Data for analysis section start
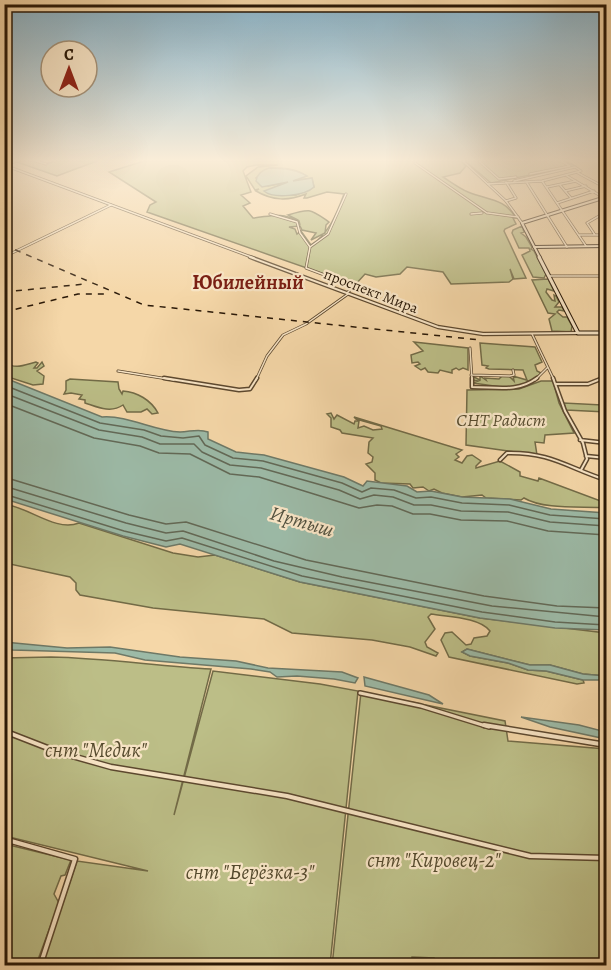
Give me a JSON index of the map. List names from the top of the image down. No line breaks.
{"streets":{"main road":["проспект Мира"]},"districts":["Юбилейный"],"water":["Иртыш"],"parks":["СНТ Радист","снт \"Медик\"","снт \"Кировец-2\"","снт \"Берёзка-3\""],"north":"top"}
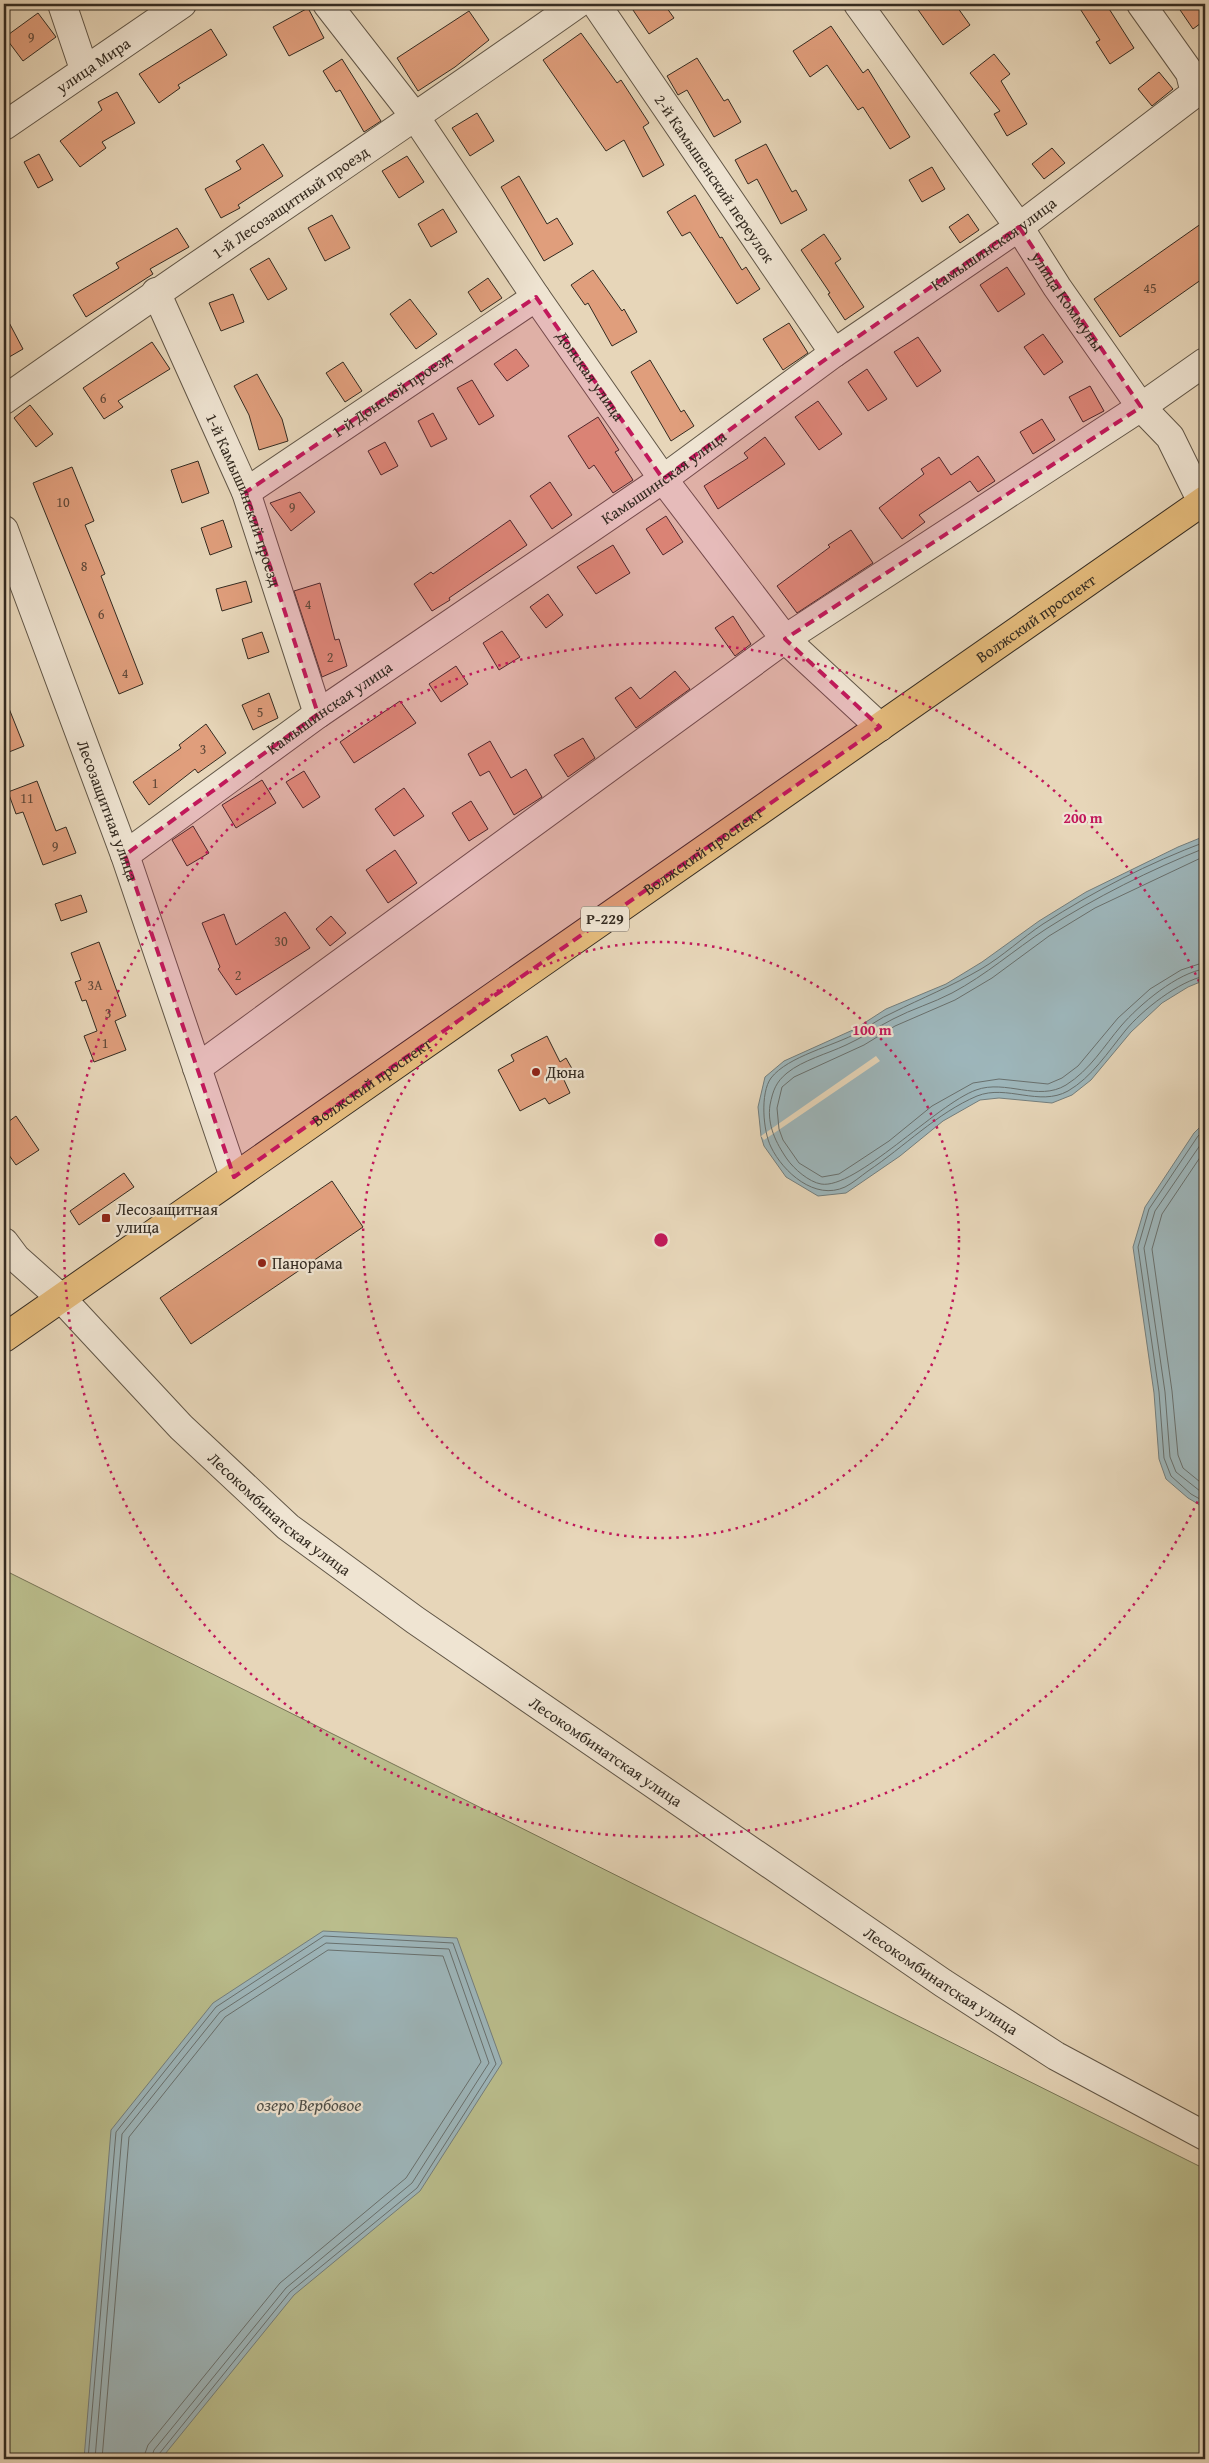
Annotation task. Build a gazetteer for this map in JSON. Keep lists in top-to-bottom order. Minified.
{"streets":{"main road":["Волжский проспект","Р-229"],"street":["улица Мира","2-й Камышенский переулок","1-й Лесозащитный проезд","Камышинская улица","улица Коммуны","Донская улица","1-й Донской проезд","1-й Камышинский проезд","Лесозащитная улица","Лесокомбинатская улица"]},"crossings":[["2-й Камышенский переулок","Камышинская улица"],["1-й Лесозащитный проезд","Донская улица"],["1-й Лесозащитный проезд","1-й Камышинский проезд"],["Камышинская улица","улица Коммуны"],["Камышинская улица","Донская улица"],["Камышинская улица","1-й Камышинский проезд"],["Камышинская улица","Лесозащитная улица"],["улица Коммуны","Волжский проспект"],["Донская улица","1-й Донской проезд"],["Донская улица","Волжский проспект"],["1-й Донской проезд","1-й Камышинский проезд"],["Волжский проспект","Лесозащитная улица"],["Волжский проспект","Лесокомбинатская улица"]],"water":["озеро Вербовое"],"places":{"other":["Дюна","Панорама"],"transit":["Лесозащитная улица"]},"house_numbers":["9","45","6","10","9","8","4","6","2","4","5","3","1","11","9","30","2","3А","3","1"],"rings":["200 m","100 m"]}
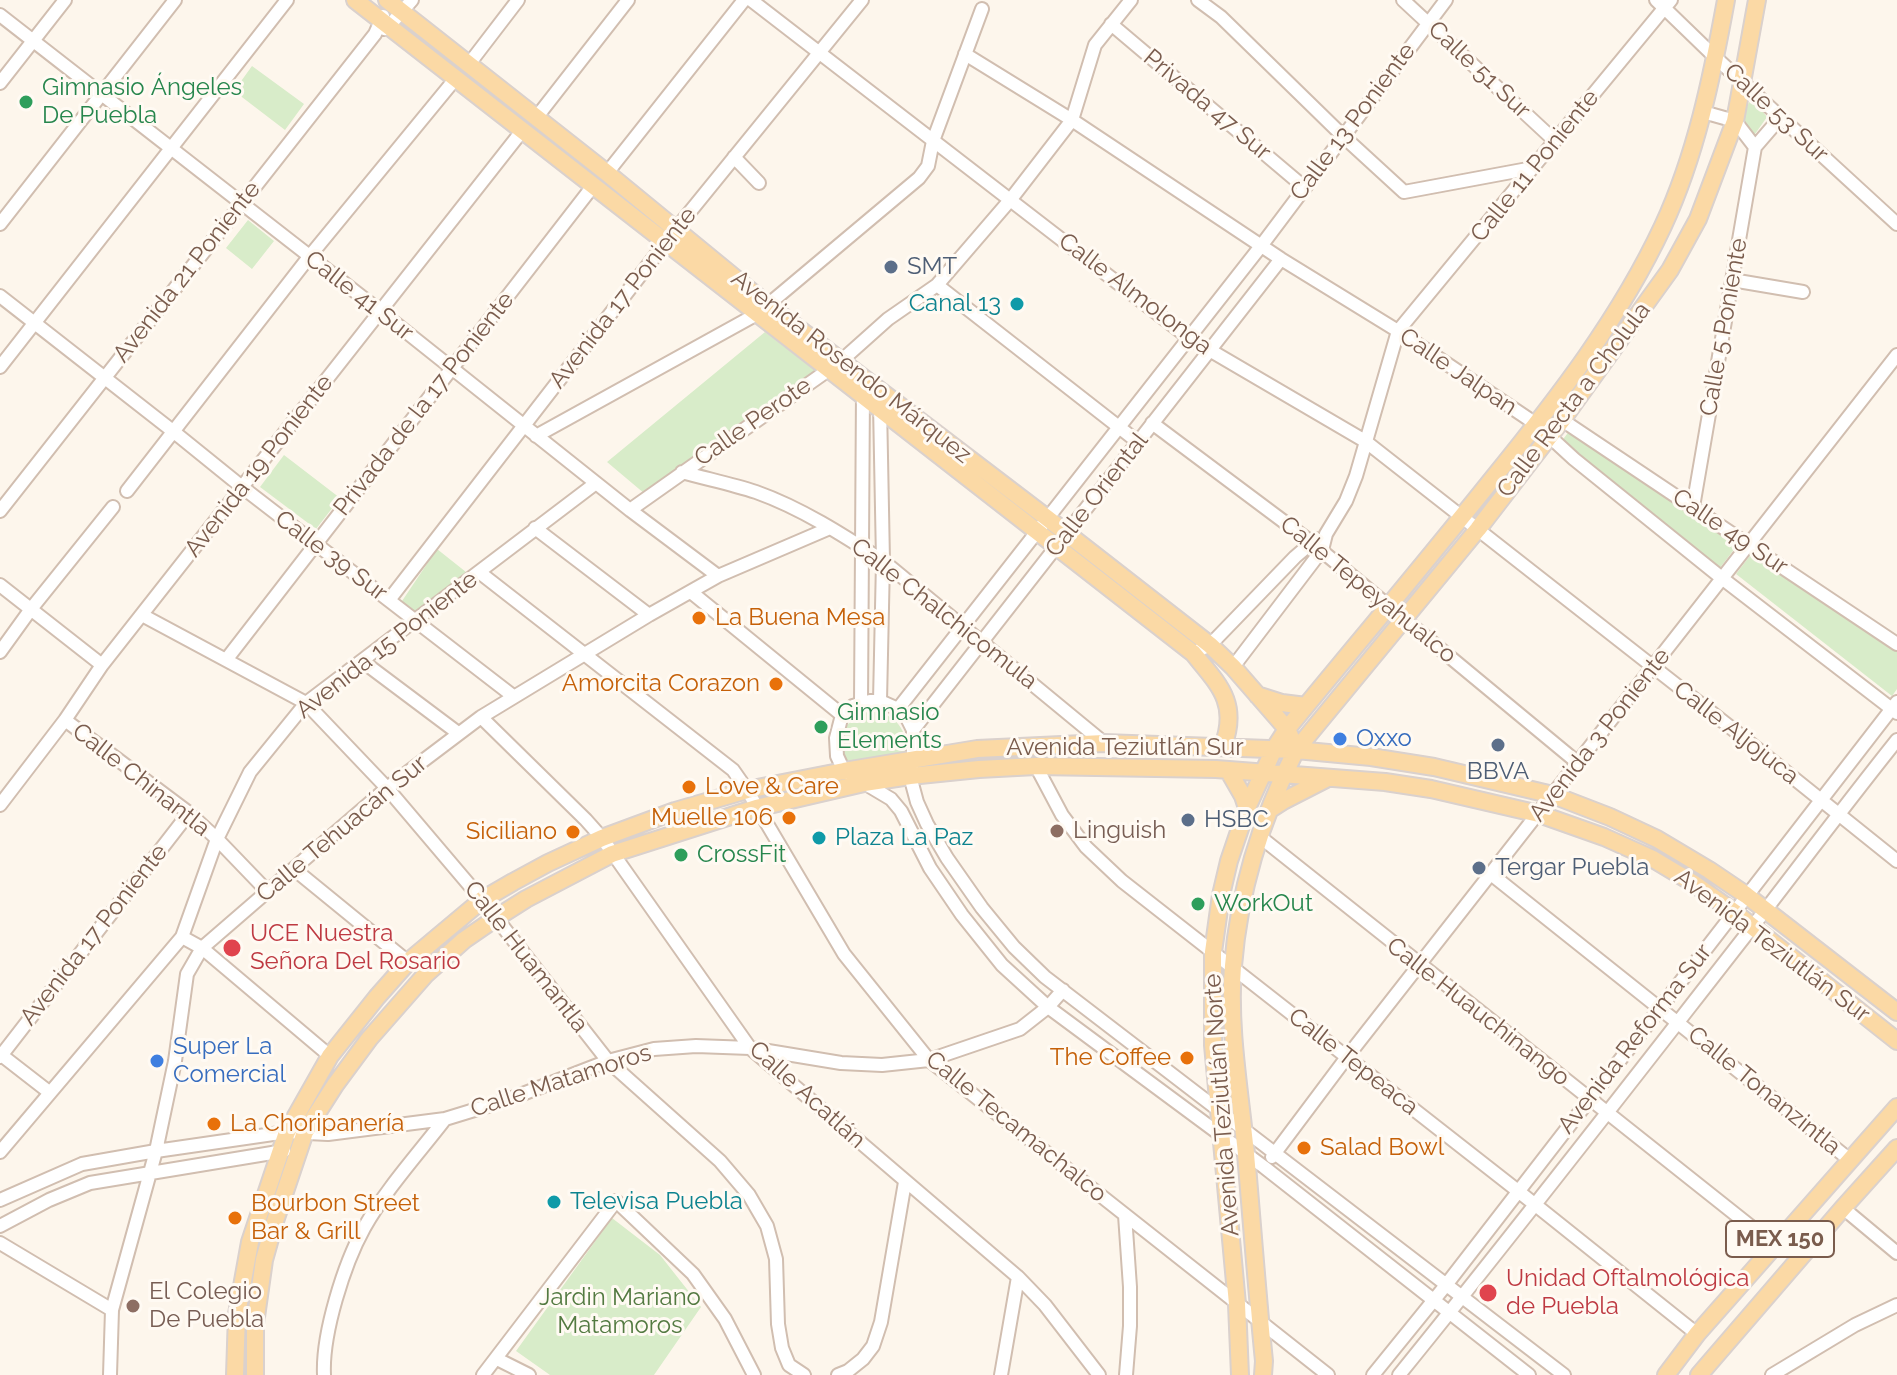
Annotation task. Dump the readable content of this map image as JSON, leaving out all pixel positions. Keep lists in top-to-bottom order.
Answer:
{
  "streets": {
    "main road": [
      "Avenida Rosendo Márquez",
      "Calle Recta a Cholula",
      "Avenida Teziutlán Sur",
      "Avenida Teziutlán Norte",
      "MEX 150"
    ],
    "street": [
      "Calle 51 Sur",
      "Privada 47 Sur",
      "Calle 53 Sur",
      "Calle 13 Poniente",
      "Calle 11 Poniente",
      "Avenida 21 Poniente",
      "Calle Almolonga",
      "Calle 41 Sur",
      "Avenida 17 Poniente",
      "Calle 5 Poniente",
      "Calle Jalpan",
      "Privada de la 17 Poniente",
      "Calle Perote",
      "Avenida 19 Poniente",
      "Calle Oriental",
      "Calle 49 Sur",
      "Calle 39 Sur",
      "Calle Tepeyahualco",
      "Calle Chalchicomula",
      "Avenida 15 Poniente",
      "Calle Aljojuca",
      "Avenida 3 Poniente",
      "Calle Chinantla",
      "Calle Tehuacán Sur",
      "Calle Huamantla",
      "Calle Huauchinango",
      "Avenida Reforma Sur",
      "Calle Tepeaca",
      "Calle Matamoros",
      "Calle Tonanzintla",
      "Calle Acatlán",
      "Calle Tecamachalco"
    ]
  },
  "crossings": [
    ["Calle 51 Sur", "Calle 13 Poniente"],
    ["Calle 51 Sur", "Calle 11 Poniente"],
    ["Privada 47 Sur", "Calle 13 Poniente"],
    ["Calle 53 Sur", "Calle 11 Poniente"],
    ["Calle 53 Sur", "Calle Recta a Cholula"],
    ["Calle 13 Poniente", "Calle Jalpan"],
    ["Calle 13 Poniente", "Calle Oriental"],
    ["Calle 11 Poniente", "Calle Jalpan"],
    ["Avenida 21 Poniente", "Calle 41 Sur"],
    ["Avenida 21 Poniente", "Avenida Rosendo Márquez"],
    ["Avenida 21 Poniente", "Calle 39 Sur"],
    ["Calle Almolonga", "Avenida 17 Poniente"],
    ["Calle Almolonga", "Calle Recta a Cholula"],
    ["Calle Almolonga", "Calle Perote"],
    ["Calle Almolonga", "Calle Oriental"],
    ["Calle Almolonga", "Calle Aljojuca"],
    ["Calle 41 Sur", "Avenida 17 Poniente"],
    ["Calle 41 Sur", "Privada de la 17 Poniente"],
    ["Calle 41 Sur", "Calle Perote"],
    ["Calle 41 Sur", "Avenida 19 Poniente"],
    ["Calle 41 Sur", "Avenida 15 Poniente"],
    ["Calle 41 Sur", "Calle Tehuacán Sur"],
    ["Avenida 17 Poniente", "Avenida Rosendo Márquez"],
    ["Avenida 17 Poniente", "Calle 39 Sur"],
    ["Avenida 17 Poniente", "Calle Chinantla"],
    ["Calle 5 Poniente", "Calle 49 Sur"],
    ["Avenida Rosendo Márquez", "Calle Recta a Cholula"],
    ["Avenida Rosendo Márquez", "Privada de la 17 Poniente"],
    ["Avenida Rosendo Márquez", "Calle Perote"],
    ["Avenida Rosendo Márquez", "Avenida 19 Poniente"],
    ["Avenida Rosendo Márquez", "Calle Oriental"],
    ["Avenida Rosendo Márquez", "Avenida Teziutlán Sur"],
    ["Avenida Rosendo Márquez", "Avenida Teziutlán Norte"],
    ["Calle Jalpan", "Calle Recta a Cholula"],
    ["Calle Jalpan", "Calle Perote"],
    ["Calle Jalpan", "Calle Oriental"],
    ["Calle Jalpan", "Avenida 3 Poniente"],
    ["Calle Jalpan", "Avenida Reforma Sur"],
    ["Calle Recta a Cholula", "Calle 49 Sur"],
    ["Calle Recta a Cholula", "Calle Tepeyahualco"],
    ["Calle Recta a Cholula", "Calle Aljojuca"],
    ["Calle Recta a Cholula", "Avenida Teziutlán Sur"],
    ["Calle Recta a Cholula", "Avenida Teziutlán Norte"],
    ["Privada de la 17 Poniente", "Calle 39 Sur"],
    ["Privada de la 17 Poniente", "Calle Huamantla"],
    ["Calle Perote", "Calle Chalchicomula"],
    ["Avenida 19 Poniente", "Calle 39 Sur"],
    ["Avenida 19 Poniente", "Calle Chinantla"],
    ["Avenida 19 Poniente", "Calle Huamantla"],
    ["Calle Oriental", "Calle Tepeyahualco"],
    ["Calle Oriental", "Calle Chalchicomula"],
    ["Calle Oriental", "Avenida Teziutlán Sur"],
    ["Calle 49 Sur", "Avenida 3 Poniente"],
    ["Calle 39 Sur", "Avenida 15 Poniente"],
    ["Calle 39 Sur", "Calle Tehuacán Sur"],
    ["Calle Tepeyahualco", "Avenida 3 Poniente"],
    ["Calle Chalchicomula", "Avenida Teziutlán Sur"],
    ["Calle Chalchicomula", "Calle Tehuacán Sur"],
    ["Avenida 15 Poniente", "Calle Chinantla"],
    ["Avenida 15 Poniente", "Calle Huamantla"],
    ["Avenida 15 Poniente", "Calle Tecamachalco"],
    ["Calle Aljojuca", "Avenida 3 Poniente"],
    ["Calle Aljojuca", "Avenida Reforma Sur"],
    ["Avenida 3 Poniente", "Avenida Teziutlán Sur"],
    ["Avenida 3 Poniente", "Calle Huauchinango"],
    ["Avenida 3 Poniente", "Calle Tepeaca"],
    ["Avenida 3 Poniente", "Calle Tonanzintla"],
    ["Avenida Teziutlán Sur", "Calle Huamantla"],
    ["Avenida Teziutlán Sur", "Avenida Reforma Sur"],
    ["Avenida Teziutlán Sur", "Calle Tepeaca"],
    ["Avenida Teziutlán Sur", "Calle Matamoros"],
    ["Avenida Teziutlán Sur", "Calle Acatlán"],
    ["Avenida Teziutlán Sur", "Avenida Teziutlán Norte"],
    ["Avenida Teziutlán Sur", "Calle Tecamachalco"],
    ["Calle Chinantla", "Calle Tehuacán Sur"],
    ["Calle Tehuacán Sur", "Calle Huamantla"],
    ["Calle Tehuacán Sur", "Calle Matamoros"],
    ["Calle Tehuacán Sur", "Calle Acatlán"],
    ["Calle Tehuacán Sur", "Calle Tecamachalco"],
    ["Calle Huamantla", "Calle Matamoros"],
    ["Calle Huauchinango", "Avenida Reforma Sur"],
    ["Calle Huauchinango", "Avenida Teziutlán Norte"],
    ["Calle Huauchinango", "MEX 150"],
    ["Avenida Reforma Sur", "Calle Tepeaca"],
    ["Avenida Reforma Sur", "Calle Tonanzintla"],
    ["Calle Tepeaca", "Avenida Teziutlán Norte"],
    ["Calle Tepeaca", "MEX 150"],
    ["Calle Matamoros", "Calle Acatlán"],
    ["Calle Matamoros", "Calle Tecamachalco"],
    ["Calle Tonanzintla", "MEX 150"],
    ["Avenida Teziutlán Norte", "Calle Tecamachalco"]
  ],
  "parks": ["Jardin Mariano Matamoros"],
  "places": [
    "Gimnasio Ángeles De Puebla",
    "SMT",
    "Canal 13",
    "La Buena Mesa",
    "Amorcita Corazon",
    "Gimnasio Elements",
    "Oxxo",
    "BBVA",
    "Love & Care",
    "Muelle 106",
    "HSBC",
    "Linguish",
    "Siciliano",
    "Plaza La Paz",
    "CrossFit",
    "Tergar Puebla",
    "WorkOut",
    "UCE Nuestra Señora Del Rosario",
    "The Coffee",
    "Super La Comercial",
    "La Choripanería",
    "Salad Bowl",
    "Televisa Puebla",
    "Bourbon Street Bar & Grill",
    "Unidad Oftalmológica de Puebla",
    "El Colegio De Puebla"
  ]
}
Data for analysis section end
Work instructions
Please copy every line from the entries that includes the word "crossings".

Result of the exercise
{"streets":{"main road":["Волжский проспект","Р-229"],"street":["улица Мира","2-й Камышенский переулок","1-й Лесозащитный проезд","Камышинская улица","улица Коммуны","Донская улица","1-й Донской проезд","1-й Камышинский проезд","Лесозащитная улица","Лесокомбинатская улица"]},"crossings":[["2-й Камышенский переулок","Камышинская улица"],["1-й Лесозащитный проезд","Донская улица"],["1-й Лесозащитный проезд","1-й Камышинский проезд"],["Камышинская улица","улица Коммуны"],["Камышинская улица","Донская улица"],["Камышинская улица","1-й Камышинский проезд"],["Камышинская улица","Лесозащитная улица"],["улица Коммуны","Волжский проспект"],["Донская улица","1-й Донской проезд"],["Донская улица","Волжский проспект"],["1-й Донской проезд","1-й Камышинский проезд"],["Волжский проспект","Лесозащитная улица"],["Волжский проспект","Лесокомбинатская улица"]],"water":["озеро Вербовое"],"places":{"other":["Дюна","Панорама"],"transit":["Лесозащитная улица"]},"house_numbers":["9","45","6","10","9","8","4","6","2","4","5","3","1","11","9","30","2","3А","3","1"],"rings":["200 m","100 m"]}
  "crossings": [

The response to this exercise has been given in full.